We’ve said that, and explained that, and now it’s time to
get on with the principles of economic justice, and take the means of
implementing them as a given, at least for the purposes of this posting. We want to discuss the “why” today, not the “how.”
Members of the CESJ “core group” recently had a meeting with
the newly appointed president of a small Catholic college in the Midwest. The goal of the meeting was to discuss how
religious leaders and groups could organize to address in a concrete way Pope
Francis’s concern with today’s systemic inequality of economic opportunity and
the tyranny of today’s money system, which have engendered global poverty and
growing powerlessness among the majority of the world’s people.
Specifically, we discussed three potential areas of
alignment and collaboration:
• To urge Pope Francis to issue an
encyclical on Economic Justice, which, as defined by the late lawyer-economist
Louis Kelso and Aristotelian-Thomist philosopher Mortimer Adler, is comprised
of three systemic, interdependent principles that can operate fully only within
the context of just and open markets, and universal access to private property
in productive capital. These three natural law principles, which aim to protect
and develop the dignity and empowerment of each human person, are (i) the input
principle of Participative Justice, (ii) the out-take principle of Distributive
Justice, and (iii) the feedback and corrective principle of Social Justice.
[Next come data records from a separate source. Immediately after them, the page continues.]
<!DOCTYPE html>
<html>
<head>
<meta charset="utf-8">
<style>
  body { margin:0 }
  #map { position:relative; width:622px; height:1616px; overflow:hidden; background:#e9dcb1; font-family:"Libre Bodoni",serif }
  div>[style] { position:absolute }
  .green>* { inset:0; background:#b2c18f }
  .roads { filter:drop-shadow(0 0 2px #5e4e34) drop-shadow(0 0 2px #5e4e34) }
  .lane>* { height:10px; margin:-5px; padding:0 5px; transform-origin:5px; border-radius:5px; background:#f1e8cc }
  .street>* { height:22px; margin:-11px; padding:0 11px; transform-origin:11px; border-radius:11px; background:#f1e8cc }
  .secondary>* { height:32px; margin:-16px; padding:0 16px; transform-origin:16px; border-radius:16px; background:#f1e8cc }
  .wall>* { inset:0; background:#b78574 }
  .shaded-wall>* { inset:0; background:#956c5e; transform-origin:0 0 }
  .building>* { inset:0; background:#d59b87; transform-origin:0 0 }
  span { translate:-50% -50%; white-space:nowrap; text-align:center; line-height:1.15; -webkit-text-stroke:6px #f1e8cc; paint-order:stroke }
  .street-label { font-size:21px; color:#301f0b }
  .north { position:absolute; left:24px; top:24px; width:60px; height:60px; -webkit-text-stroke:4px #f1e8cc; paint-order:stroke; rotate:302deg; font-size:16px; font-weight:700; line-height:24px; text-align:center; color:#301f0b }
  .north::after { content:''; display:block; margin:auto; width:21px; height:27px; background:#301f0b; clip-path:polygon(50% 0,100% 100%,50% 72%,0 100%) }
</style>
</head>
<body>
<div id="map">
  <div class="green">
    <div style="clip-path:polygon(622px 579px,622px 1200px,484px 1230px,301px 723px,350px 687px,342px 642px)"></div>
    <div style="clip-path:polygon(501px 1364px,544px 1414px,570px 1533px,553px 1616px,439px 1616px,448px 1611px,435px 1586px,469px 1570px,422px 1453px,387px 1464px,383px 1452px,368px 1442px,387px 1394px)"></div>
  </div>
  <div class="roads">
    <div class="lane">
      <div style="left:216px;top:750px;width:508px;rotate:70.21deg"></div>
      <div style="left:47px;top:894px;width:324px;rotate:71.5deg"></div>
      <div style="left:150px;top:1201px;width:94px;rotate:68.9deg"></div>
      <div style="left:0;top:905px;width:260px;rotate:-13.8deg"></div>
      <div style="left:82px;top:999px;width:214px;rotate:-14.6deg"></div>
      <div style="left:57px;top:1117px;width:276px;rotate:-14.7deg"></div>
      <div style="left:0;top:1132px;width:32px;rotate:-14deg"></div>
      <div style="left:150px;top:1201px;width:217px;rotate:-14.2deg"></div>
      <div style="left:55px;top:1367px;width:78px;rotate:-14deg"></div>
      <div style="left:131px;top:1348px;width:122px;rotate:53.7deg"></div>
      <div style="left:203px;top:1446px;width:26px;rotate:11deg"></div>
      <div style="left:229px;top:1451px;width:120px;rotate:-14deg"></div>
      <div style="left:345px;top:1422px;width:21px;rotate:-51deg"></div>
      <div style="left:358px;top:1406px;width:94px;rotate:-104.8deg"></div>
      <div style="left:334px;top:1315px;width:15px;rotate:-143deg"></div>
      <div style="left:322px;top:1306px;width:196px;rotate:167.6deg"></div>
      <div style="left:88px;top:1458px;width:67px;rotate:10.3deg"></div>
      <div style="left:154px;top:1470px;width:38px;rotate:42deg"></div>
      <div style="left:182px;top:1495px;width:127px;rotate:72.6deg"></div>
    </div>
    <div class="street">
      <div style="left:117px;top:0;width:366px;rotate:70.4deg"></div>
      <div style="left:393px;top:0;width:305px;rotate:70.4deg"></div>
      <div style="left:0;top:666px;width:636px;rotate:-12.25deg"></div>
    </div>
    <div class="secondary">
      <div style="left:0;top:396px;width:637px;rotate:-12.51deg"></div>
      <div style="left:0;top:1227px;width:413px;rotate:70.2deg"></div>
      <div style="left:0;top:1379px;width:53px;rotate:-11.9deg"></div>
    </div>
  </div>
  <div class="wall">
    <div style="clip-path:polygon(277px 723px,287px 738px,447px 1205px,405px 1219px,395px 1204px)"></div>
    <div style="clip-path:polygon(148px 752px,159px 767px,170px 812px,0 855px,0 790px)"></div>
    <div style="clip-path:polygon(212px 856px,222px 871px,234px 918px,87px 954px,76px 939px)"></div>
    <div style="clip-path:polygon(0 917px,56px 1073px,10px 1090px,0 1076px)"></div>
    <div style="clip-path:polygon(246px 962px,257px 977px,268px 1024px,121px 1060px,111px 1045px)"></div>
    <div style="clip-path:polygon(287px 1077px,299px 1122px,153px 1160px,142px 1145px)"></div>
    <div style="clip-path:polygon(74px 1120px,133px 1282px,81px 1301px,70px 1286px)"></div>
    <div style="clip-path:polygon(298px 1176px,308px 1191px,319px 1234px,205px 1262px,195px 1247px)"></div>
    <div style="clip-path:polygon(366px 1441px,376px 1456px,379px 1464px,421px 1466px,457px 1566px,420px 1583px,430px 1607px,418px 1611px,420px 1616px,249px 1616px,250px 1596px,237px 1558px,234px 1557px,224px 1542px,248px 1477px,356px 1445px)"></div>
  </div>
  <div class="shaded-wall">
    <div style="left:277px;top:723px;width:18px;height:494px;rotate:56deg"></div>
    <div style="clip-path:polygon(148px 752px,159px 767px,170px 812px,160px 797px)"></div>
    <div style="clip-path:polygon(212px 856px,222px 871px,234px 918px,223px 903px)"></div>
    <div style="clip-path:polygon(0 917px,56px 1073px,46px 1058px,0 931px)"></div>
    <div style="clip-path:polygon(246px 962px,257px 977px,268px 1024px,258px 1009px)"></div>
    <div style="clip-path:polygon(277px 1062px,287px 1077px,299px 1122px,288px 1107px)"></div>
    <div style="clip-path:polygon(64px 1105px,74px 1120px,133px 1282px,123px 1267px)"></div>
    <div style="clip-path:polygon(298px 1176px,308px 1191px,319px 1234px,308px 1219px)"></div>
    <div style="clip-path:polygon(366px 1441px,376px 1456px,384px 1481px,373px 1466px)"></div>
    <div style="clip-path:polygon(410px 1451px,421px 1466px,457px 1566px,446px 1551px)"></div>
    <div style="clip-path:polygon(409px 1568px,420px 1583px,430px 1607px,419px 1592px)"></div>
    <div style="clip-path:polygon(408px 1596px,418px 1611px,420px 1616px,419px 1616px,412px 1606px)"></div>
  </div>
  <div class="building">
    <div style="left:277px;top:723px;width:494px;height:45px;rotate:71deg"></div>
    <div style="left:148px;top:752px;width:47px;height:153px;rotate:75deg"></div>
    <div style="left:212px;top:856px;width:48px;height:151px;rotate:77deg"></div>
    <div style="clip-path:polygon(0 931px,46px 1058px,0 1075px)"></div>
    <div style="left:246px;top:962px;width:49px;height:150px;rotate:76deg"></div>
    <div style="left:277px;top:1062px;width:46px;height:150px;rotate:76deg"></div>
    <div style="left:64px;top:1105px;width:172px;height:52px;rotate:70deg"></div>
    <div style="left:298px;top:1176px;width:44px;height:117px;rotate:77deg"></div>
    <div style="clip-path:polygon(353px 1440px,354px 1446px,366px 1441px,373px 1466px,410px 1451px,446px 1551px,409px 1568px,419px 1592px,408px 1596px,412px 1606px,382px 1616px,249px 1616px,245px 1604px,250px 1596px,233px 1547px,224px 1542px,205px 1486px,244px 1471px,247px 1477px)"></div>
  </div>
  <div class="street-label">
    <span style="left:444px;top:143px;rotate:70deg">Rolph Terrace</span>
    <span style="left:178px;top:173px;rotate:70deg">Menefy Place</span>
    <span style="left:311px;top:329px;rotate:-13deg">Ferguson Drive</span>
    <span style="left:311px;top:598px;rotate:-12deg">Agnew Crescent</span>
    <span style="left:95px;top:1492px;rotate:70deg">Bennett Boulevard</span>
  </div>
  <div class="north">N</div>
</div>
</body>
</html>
Defined by Pius XI in Quadragesimo
Anno, social justice is the virtue that deals with how each child, woman
and man relates to his or her institutions, and to the common good as a whole.
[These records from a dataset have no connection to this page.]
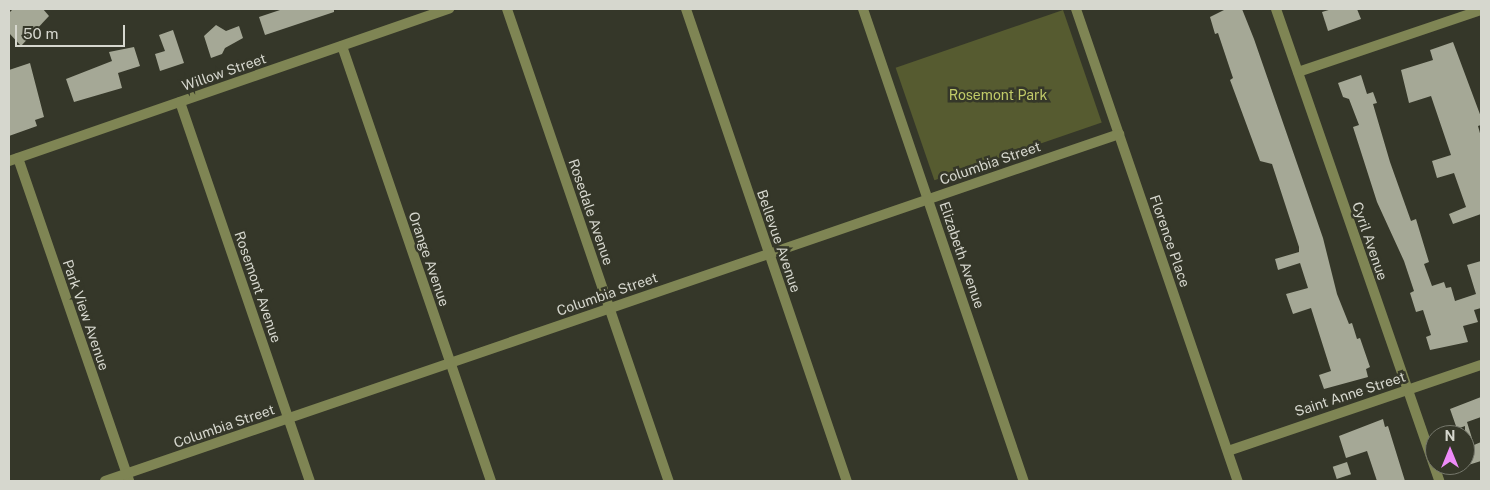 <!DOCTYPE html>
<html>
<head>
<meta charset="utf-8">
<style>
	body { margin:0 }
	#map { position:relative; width:1490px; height:490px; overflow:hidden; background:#353729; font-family:"Public Sans",sans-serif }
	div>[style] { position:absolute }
	.green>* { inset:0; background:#565b30; transform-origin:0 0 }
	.building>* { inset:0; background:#a5a896; transform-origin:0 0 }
	.minor>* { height:10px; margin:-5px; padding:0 5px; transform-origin:5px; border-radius:5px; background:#7f8554 }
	span { translate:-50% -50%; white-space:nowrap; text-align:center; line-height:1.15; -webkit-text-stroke:5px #353729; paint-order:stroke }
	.street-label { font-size:14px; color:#d6d7ce }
	.park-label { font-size:14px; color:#c0ca68 }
	.frame { position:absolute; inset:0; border:10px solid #d6d7ce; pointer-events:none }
	.north { position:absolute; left:1425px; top:425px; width:50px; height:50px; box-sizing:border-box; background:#353729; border:1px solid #75776b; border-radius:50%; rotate:0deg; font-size:14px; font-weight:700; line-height:20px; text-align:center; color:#d6d7ce }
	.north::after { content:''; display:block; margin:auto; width:18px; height:22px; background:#ee8bf8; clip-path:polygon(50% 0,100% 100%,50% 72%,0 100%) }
	.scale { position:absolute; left:15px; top:25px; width:110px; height:22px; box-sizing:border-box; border:2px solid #d6d7ce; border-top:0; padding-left:6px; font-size:15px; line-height:18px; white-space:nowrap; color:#d6d7ce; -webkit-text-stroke:4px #353729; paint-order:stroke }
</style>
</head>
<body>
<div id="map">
	<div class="green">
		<div style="left:1063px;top:10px;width:119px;height:177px;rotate:71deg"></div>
	</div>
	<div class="building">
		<div style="clip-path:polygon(13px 9px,43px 9px,49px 16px,21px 46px,9px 33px,9px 13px)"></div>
		<div style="clip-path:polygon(283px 9px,334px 9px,334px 12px,265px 35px,259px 17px)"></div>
		<div style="clip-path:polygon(1226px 9px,1242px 9px,1254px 39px,1323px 238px,1337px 294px,1349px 324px,1352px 323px,1357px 339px,1360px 338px,1370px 367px,1366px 369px,1368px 377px,1324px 389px,1319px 375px,1331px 371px,1311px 308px,1293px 314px,1286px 294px,1308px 288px,1300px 263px,1278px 270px,1275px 259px,1299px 252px,1299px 247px,1272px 164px,1260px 161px,1230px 80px,1233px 78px,1218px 33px,1215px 34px,1210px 17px)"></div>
		<div style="clip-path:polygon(1332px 9px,1357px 9px,1361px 19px,1328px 31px,1322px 12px)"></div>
		<div style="clip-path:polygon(216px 25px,226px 31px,239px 26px,243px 38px,225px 48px,222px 54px,211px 58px,204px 36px)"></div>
		<div style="clip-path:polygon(173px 30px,184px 63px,160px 71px,155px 54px,165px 51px,159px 35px)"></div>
		<div style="clip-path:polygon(1453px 42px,1481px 117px,1481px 125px,1478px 126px,1481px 137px,1481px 214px,1453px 224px,1449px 214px,1466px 207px,1454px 173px,1437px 178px,1432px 161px,1451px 155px,1431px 96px,1409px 103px,1401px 70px,1433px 60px,1430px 50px)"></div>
		<div style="clip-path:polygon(134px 47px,140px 66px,118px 73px,122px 88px,74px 102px,66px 79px,112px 61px,109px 52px)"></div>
		<div style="clip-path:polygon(30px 63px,44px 117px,35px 120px,37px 126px,9px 136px,9px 70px)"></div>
		<div style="clip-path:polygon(1361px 75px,1367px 94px,1373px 92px,1377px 103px,1373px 104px,1390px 162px,1411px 221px,1416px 219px,1429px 262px,1424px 264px,1432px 286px,1444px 282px,1446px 288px,1451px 287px,1455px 301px,1476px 294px,1467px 265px,1481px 261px,1481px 308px,1474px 310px,1478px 322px,1463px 326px,1468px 342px,1430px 350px,1426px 337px,1431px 335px,1423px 310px,1416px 312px,1410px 293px,1414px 291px,1404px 261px,1377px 202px,1353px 127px,1359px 125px,1349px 99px,1343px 97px,1338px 83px)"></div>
		<div style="clip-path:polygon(1481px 397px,1481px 417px,1467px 422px,1474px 445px,1481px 442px,1481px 461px,1465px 466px,1465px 426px,1457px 429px,1450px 409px)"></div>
		<div style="clip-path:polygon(1383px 419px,1385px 427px,1388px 426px,1405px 481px,1377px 481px,1367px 451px,1346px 458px,1339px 436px)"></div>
		<div style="left:1347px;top:462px;width:13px;height:15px;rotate:72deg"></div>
	</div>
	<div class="minor">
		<div style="left:507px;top:9px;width:499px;rotate:71.1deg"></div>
		<div style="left:686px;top:9px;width:499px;rotate:71.2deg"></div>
		<div style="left:863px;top:9px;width:499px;rotate:71.2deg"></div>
		<div style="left:1076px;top:9px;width:499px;rotate:71.1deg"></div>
		<div style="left:1276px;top:9px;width:499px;rotate:70.9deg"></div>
		<div style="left:342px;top:46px;width:460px;rotate:71.1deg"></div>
		<div style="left:1298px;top:72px;width:193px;rotate:-18.7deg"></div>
		<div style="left:180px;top:102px;width:401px;rotate:71.1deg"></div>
		<div style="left:18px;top:158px;width:342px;rotate:71deg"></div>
		<div style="left:9px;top:161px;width:466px;rotate:-19.1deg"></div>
		<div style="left:1228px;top:451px;width:267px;rotate:-18.8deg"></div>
		<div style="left:105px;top:481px;width:1072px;rotate:-18.89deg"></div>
	</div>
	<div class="street-label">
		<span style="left:224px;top:72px;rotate:-19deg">Willow Street</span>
		<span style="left:990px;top:163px;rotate:-19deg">Columbia Street</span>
		<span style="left:591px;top:212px;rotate:71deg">Rosedale Avenue</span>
		<span style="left:779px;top:241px;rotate:71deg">Bellevue Avenue</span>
		<span style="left:1170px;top:241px;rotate:71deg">Florence Place</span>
		<span style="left:1370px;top:241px;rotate:71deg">Cyril Avenue</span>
		<span style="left:962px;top:255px;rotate:71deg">Elizabeth Avenue</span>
		<span style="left:429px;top:259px;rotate:71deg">Orange Avenue</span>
		<span style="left:258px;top:287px;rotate:71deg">Rosemont Avenue</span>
		<span style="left:607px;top:294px;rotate:-19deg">Columbia Street</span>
		<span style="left:86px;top:315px;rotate:71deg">Park View Avenue</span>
		<span style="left:1350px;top:394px;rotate:-18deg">Saint Anne Street</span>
		<span style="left:224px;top:426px;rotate:-19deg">Columbia Street</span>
	</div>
	<div class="park-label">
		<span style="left:998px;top:95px">Rosemont Park</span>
	</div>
	<div class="frame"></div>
	<div class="north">N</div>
	<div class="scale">50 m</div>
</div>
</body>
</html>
As applied at the level of the economic system, Social Justice guides us in
identifying and lifting all monetary, tax and financial barriers to
Participative Justice (the right of equal opportunity and full access to the
means to contribute to economic production as both a worker and an owner of
wealth-producing assets), and Distributive Justice (the right to receive the
full, market-determined value of his/her labor and capital contributions to
economic production, without violating the private property rights of existing
owners).
• To “teach the teachers” through
meetings and collaborations with leaders in organized religion, academia, and
the media on projects to promote understanding of the principles and
applications of Economic and Social Justice.
• To surface individuals and
organizations that will support, endorse or participate in CESJ’s “Justice
University” initiative to reform academia (which has drifted away from an
understanding of the natural law, as well as its expression within Catholic
social teachings) and teach the system concepts of Economic and Social Justice.